Type
- Type: County council

Leadership
- Chairperson: Sue Marshall (Nonpartisan)

Structure
- Seats: 5
- Political groups: Democratic Party (3) Republican Party (2)
- Length of term: 4 years

Elections
- Last election: November 5, 2024

Meeting place
- Public Service Center 1300 Franklin Street Vancouver, Washington

Website
- Clark County Council

= Clark County Council =

Legislative body of Clark County, Washington, US

The Clark County Council is the legislative body of Clark County, Washington, United States.

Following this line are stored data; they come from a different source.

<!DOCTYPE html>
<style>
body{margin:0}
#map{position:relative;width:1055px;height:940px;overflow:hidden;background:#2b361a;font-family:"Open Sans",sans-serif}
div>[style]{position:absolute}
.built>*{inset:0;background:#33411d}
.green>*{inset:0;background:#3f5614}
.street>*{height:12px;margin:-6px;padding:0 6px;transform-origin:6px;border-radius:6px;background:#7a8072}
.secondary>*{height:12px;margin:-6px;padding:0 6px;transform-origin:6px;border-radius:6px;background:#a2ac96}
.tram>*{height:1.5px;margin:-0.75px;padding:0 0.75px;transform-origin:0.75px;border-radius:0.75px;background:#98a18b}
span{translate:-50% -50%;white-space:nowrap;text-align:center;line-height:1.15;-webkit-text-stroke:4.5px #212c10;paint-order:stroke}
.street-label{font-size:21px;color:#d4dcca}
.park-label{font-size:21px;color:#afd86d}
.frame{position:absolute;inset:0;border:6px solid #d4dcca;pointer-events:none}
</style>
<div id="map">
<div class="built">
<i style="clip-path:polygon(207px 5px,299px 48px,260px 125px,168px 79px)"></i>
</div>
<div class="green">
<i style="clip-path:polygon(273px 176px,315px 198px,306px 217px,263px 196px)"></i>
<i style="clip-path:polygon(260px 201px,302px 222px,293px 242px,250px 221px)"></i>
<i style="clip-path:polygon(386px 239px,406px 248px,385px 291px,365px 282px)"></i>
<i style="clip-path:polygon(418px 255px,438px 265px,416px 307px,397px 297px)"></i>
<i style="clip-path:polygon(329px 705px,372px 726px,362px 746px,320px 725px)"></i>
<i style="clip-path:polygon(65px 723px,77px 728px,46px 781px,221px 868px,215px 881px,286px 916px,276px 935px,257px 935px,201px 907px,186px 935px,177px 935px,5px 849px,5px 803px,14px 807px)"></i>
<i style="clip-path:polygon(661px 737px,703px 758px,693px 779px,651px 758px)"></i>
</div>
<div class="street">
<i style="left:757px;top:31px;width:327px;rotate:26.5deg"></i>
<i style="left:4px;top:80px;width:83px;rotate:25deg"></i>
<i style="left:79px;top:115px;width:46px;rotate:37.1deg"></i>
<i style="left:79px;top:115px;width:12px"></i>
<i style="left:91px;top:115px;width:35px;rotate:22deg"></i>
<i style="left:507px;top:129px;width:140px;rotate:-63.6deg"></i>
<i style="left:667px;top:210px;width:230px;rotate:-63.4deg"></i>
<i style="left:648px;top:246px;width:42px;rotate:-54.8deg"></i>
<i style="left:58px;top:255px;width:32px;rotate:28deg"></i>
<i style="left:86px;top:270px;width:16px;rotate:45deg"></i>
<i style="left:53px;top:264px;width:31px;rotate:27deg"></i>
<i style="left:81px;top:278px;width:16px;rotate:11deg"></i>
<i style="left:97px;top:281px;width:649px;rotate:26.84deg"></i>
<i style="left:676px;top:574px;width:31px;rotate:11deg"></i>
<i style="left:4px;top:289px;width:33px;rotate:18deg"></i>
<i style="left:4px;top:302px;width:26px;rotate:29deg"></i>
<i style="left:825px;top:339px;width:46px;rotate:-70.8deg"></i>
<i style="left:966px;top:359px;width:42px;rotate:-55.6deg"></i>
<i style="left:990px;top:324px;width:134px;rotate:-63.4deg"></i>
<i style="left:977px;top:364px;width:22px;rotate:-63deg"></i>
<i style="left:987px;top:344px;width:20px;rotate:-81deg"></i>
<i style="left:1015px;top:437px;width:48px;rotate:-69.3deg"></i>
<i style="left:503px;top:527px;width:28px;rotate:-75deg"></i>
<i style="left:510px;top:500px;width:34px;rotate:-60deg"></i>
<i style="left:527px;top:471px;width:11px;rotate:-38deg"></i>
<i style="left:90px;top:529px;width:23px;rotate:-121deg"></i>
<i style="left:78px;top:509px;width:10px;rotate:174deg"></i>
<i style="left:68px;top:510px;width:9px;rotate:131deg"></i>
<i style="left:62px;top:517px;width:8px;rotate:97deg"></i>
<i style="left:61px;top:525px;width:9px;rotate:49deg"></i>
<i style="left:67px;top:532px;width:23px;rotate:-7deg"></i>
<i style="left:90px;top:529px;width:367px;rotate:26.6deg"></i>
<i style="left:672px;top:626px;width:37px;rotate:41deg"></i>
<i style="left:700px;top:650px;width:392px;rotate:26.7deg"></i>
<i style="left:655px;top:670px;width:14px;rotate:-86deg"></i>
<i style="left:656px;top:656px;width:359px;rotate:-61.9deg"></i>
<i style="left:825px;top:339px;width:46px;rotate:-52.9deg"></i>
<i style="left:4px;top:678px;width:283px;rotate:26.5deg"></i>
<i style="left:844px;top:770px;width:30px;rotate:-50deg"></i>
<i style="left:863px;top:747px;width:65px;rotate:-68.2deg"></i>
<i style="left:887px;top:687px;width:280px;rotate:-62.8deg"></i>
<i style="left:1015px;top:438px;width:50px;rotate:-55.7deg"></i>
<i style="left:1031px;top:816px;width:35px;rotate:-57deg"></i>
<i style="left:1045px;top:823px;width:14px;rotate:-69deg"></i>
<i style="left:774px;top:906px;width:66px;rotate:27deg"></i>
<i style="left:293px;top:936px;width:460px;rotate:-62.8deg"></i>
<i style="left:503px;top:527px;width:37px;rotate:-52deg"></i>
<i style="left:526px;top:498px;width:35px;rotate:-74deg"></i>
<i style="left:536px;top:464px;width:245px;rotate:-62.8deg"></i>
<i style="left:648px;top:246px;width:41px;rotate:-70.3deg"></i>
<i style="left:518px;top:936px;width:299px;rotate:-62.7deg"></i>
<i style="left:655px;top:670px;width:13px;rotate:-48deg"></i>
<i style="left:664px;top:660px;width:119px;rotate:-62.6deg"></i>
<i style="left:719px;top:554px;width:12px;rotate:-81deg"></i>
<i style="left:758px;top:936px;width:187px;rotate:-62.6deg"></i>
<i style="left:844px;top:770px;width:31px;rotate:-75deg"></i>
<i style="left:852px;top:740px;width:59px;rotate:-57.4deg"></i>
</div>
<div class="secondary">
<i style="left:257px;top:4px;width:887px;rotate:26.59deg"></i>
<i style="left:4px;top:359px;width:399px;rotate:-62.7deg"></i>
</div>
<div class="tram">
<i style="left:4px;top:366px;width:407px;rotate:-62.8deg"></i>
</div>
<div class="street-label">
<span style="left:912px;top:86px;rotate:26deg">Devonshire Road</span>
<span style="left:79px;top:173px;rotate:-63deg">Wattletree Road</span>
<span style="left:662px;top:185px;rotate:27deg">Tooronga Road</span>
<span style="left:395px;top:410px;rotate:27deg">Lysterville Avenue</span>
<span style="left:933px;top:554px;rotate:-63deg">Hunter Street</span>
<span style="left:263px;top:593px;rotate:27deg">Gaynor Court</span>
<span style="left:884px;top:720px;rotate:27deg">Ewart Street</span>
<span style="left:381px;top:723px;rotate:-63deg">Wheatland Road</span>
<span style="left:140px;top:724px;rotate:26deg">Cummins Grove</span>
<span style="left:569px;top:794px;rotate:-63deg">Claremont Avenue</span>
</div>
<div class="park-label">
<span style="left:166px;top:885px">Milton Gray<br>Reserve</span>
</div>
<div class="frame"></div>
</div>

The county council consists of five members, four elected by district, and one elected at-large. The Council adopts laws, sets policy, and holds final approval over the budget.

==Members==

| District | Councilmember | Party |  | Took office |
|---|---|---|---|---|
| 1 | Glen Yung |  | Democratic | January 2, 2019 |
| 2 | Michelle Belkot |  | Republican | January 1, 2023 |
| 3 | Wil Fuentes |  | Democratic | January 1, 2025 |
| 4 | Matt Little |  | Democratic | January 1, 2025 |
| 5 | Sue Marshall (Chair) |  | Republican | January 1, 2023 |

==History==

The county council was created on November 4, 2014, by Clark County voters as part of a home rule charter, which replaced the traditional three-member county commission with a three-member Board of County Councilors. The council was expanded to five members on January 1, 2016. The county council adopted its current name in January 2018. Clark County was the seventh county in Washington to adopt a home rule charter.